She’s not alone. Since Pennant Hall, Britain’s first youth hostel, opened in 1930 in north Wales, youth hostels have provided low cost, communal accommodation to people of varying means, all over the country. Pennant Hall closed the very next year due to contamination of the water supply but 73 more opened in 1931 and by 1950 there were 303 operating across the UK – the highest number ever in the UK.

Now there are less than half that, and in June this year the Youth Hostels Association of England and Wales (YHA) announced that 20 of its 150 hostels would be put up for sale. Preference, they said, would be given to those seeking to take them on as a going concern, whether operating independently or under the YHA franchise, but if buyers of this kind are lacking the YHA will look further afield. Hostels could be turned into private homes, making developers a searing profit, or could become pricier hotels. In either of these last two cases, they’re lost to the people who rely on them most and there are few other low-cost accommodation options to fill that gap.
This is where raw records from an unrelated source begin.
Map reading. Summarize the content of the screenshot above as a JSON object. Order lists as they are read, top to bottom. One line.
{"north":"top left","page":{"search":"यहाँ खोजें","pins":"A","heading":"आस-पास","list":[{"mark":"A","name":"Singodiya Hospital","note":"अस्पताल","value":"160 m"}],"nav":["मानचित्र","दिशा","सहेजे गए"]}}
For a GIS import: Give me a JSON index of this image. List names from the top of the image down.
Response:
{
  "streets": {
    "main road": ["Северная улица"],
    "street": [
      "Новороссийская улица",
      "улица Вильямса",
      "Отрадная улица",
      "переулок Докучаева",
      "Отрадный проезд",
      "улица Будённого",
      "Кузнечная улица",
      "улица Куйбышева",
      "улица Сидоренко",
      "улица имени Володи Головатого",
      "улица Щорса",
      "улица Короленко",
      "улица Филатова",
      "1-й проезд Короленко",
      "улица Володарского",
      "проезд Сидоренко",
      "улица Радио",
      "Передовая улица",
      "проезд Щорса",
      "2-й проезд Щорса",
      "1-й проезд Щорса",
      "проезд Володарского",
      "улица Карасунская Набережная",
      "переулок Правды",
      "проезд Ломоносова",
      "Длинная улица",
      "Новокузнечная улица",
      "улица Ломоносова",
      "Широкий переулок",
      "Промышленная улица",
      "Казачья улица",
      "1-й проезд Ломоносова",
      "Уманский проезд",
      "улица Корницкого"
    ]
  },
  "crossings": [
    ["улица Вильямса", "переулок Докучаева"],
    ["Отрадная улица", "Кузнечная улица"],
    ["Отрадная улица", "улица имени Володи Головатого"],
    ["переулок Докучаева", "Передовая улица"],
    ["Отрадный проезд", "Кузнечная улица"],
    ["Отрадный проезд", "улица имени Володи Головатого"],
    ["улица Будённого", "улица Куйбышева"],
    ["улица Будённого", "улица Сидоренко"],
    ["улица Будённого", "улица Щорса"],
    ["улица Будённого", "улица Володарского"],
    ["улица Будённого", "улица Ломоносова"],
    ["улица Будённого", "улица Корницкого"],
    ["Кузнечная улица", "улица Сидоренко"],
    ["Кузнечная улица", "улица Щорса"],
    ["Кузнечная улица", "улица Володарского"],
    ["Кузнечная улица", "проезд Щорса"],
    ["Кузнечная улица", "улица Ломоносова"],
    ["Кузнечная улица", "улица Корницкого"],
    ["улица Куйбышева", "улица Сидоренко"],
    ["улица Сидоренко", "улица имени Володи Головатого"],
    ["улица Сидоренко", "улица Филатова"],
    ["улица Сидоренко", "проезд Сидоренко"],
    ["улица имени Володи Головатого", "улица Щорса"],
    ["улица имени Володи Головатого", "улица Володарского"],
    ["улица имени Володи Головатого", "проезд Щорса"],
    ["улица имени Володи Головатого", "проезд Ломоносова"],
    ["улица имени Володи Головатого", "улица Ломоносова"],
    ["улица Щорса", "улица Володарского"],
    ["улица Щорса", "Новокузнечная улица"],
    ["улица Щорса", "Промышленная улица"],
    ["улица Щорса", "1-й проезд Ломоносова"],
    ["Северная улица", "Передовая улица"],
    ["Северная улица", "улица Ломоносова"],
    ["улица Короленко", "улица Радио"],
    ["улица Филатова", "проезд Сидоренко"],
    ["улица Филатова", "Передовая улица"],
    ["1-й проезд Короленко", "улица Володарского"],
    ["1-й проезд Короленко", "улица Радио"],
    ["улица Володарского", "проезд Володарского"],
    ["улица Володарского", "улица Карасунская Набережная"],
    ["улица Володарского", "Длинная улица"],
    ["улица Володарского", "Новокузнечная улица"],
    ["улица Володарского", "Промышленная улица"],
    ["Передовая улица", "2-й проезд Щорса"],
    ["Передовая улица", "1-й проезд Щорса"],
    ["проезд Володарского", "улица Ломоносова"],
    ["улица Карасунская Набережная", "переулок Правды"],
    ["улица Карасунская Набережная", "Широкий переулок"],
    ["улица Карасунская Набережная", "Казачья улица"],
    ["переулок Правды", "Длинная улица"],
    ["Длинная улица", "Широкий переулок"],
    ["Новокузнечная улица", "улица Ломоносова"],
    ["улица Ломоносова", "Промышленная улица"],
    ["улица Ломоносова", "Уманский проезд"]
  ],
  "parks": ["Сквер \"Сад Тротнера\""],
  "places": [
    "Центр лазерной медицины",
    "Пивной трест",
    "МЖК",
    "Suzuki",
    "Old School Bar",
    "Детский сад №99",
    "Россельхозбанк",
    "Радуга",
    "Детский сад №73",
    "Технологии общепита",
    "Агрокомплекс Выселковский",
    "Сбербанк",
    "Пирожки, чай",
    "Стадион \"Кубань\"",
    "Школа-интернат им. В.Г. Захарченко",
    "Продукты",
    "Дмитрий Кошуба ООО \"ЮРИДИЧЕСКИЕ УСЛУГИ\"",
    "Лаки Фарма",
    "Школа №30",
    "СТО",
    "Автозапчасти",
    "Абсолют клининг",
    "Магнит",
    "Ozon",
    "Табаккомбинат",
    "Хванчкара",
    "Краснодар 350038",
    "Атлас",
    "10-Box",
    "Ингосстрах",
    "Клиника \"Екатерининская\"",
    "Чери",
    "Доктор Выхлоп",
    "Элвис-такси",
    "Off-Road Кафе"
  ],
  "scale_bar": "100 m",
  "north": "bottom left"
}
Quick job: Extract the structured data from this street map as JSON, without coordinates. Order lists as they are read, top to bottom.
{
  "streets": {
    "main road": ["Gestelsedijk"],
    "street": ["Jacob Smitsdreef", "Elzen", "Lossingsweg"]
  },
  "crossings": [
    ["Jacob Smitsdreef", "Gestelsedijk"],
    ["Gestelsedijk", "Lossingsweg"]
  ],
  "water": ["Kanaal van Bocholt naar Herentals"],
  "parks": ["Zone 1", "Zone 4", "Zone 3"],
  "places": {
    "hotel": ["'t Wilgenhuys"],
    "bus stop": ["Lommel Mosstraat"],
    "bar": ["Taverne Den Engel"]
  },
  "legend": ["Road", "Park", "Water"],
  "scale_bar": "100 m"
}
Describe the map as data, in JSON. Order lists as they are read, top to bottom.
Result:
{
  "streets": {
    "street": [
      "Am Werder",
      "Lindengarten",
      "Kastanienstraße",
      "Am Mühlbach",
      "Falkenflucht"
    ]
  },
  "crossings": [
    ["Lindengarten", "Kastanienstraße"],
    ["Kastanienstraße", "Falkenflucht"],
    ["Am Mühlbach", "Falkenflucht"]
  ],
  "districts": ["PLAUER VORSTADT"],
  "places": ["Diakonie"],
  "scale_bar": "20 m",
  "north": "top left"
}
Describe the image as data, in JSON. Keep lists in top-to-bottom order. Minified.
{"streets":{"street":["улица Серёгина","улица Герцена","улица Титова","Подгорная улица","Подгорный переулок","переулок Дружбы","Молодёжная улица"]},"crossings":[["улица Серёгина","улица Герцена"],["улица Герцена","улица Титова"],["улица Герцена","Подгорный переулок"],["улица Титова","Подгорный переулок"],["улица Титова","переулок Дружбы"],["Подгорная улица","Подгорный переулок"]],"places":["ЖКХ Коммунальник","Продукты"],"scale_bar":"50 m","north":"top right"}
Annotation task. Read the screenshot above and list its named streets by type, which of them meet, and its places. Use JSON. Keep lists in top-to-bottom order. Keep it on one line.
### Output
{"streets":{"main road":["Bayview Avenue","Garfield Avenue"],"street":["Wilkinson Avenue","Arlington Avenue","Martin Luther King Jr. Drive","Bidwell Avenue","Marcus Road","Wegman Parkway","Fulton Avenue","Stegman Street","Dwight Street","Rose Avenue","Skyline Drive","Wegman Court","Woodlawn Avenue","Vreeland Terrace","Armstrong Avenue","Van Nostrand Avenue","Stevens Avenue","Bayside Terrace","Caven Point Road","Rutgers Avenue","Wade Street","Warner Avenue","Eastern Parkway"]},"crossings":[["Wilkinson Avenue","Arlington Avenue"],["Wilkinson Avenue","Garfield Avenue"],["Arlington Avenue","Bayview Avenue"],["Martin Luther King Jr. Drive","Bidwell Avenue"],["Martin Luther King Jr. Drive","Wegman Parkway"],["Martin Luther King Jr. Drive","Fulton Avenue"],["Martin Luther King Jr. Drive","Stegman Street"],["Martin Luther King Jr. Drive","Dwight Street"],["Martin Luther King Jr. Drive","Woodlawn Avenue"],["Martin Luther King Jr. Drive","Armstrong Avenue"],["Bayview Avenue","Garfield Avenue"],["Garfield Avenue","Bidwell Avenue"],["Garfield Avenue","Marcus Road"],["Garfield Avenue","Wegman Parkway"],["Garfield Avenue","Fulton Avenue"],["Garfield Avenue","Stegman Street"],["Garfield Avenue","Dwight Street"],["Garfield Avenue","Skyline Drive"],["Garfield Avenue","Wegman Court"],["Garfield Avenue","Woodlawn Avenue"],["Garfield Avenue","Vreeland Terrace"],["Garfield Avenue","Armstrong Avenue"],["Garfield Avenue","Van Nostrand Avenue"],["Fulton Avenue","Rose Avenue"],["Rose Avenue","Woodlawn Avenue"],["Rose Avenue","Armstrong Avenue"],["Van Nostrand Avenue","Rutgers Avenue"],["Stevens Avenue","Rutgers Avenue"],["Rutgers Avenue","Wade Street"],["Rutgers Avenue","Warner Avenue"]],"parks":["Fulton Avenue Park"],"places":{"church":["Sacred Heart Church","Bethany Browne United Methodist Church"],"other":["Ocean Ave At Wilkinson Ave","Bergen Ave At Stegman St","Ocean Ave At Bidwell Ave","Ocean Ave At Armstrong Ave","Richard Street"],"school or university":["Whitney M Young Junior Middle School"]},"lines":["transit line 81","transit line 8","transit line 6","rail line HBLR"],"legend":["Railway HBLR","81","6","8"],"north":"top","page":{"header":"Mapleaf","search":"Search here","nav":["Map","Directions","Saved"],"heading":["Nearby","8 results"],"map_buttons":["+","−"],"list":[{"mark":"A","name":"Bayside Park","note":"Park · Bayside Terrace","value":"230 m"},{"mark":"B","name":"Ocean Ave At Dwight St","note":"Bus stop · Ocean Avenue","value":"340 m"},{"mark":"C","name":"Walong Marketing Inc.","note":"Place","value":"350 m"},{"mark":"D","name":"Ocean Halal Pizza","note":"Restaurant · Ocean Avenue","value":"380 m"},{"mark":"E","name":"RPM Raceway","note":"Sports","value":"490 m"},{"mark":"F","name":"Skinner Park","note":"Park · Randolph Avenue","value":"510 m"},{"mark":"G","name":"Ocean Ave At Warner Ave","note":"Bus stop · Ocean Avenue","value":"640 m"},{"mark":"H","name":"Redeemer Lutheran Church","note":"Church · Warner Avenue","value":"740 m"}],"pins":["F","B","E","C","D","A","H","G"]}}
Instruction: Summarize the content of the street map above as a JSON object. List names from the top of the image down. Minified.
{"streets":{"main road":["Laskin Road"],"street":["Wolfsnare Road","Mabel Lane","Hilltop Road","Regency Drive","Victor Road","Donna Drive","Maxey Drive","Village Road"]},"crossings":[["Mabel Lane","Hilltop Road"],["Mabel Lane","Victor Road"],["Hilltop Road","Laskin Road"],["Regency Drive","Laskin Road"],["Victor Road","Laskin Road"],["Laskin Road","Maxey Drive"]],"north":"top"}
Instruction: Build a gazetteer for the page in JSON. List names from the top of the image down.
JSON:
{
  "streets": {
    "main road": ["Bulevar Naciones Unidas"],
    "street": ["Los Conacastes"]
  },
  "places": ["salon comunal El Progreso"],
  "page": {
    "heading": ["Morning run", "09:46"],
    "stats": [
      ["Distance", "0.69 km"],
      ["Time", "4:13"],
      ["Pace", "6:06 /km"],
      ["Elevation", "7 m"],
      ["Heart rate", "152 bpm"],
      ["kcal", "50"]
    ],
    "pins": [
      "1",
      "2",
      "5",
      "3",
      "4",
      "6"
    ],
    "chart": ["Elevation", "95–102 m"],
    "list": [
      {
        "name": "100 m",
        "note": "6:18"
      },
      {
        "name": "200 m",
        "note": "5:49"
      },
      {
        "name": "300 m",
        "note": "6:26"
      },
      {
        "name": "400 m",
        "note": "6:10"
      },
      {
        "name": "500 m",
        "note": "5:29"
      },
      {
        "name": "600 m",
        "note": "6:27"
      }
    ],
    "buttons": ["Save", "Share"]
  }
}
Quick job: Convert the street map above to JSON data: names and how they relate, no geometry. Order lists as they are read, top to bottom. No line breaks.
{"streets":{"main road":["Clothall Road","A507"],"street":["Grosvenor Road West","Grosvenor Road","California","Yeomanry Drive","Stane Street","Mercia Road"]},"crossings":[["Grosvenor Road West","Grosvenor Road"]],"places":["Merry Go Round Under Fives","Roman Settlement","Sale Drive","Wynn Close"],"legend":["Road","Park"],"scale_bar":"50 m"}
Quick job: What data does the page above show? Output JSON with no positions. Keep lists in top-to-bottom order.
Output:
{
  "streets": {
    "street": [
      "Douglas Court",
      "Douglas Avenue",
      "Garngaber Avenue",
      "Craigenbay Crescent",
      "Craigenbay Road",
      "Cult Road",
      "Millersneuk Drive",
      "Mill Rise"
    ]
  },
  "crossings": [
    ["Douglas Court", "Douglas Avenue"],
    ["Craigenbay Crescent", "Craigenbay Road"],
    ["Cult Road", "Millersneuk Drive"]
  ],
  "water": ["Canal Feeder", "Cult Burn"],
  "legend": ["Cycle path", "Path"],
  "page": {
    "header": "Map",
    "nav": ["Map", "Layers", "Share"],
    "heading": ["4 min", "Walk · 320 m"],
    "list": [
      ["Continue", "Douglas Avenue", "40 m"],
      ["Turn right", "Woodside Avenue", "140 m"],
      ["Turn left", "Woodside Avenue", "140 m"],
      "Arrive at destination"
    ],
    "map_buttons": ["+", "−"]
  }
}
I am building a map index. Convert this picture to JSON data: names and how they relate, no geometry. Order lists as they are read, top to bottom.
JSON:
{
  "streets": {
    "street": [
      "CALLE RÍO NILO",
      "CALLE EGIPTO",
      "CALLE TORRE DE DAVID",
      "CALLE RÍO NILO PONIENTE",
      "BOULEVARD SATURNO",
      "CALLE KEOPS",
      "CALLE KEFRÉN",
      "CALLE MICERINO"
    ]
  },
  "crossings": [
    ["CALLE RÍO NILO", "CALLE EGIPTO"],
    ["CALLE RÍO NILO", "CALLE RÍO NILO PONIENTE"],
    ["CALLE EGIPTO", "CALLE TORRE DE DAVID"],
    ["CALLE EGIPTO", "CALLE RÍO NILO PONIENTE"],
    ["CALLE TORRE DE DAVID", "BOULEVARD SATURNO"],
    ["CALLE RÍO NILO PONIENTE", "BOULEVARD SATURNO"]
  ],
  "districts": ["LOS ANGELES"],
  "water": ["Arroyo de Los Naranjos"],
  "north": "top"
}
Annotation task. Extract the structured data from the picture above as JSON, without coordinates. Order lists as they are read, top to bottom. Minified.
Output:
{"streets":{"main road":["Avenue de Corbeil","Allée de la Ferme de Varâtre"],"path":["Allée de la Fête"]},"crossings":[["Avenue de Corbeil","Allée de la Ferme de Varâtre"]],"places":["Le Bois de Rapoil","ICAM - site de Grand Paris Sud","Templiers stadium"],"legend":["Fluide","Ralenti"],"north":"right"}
Among those up for sale are Patterdale, Hathersage and Rowen – a tiny hostel in an old Welsh farmhouse, perched at the foot of the Carneddau. Should the buildings fail to find a buyer as-is, they will be sold and the profits put into maintaining the remaining hostels. YHA Hathersage, a nine-bedroom Gothic style Victorian villa, is offered for sale as a business at £500,000 freehold. Its price as a private property is unknown but, by comparison, a much smaller three-bed terraced house in the same village is currently accepting offers from £575,000.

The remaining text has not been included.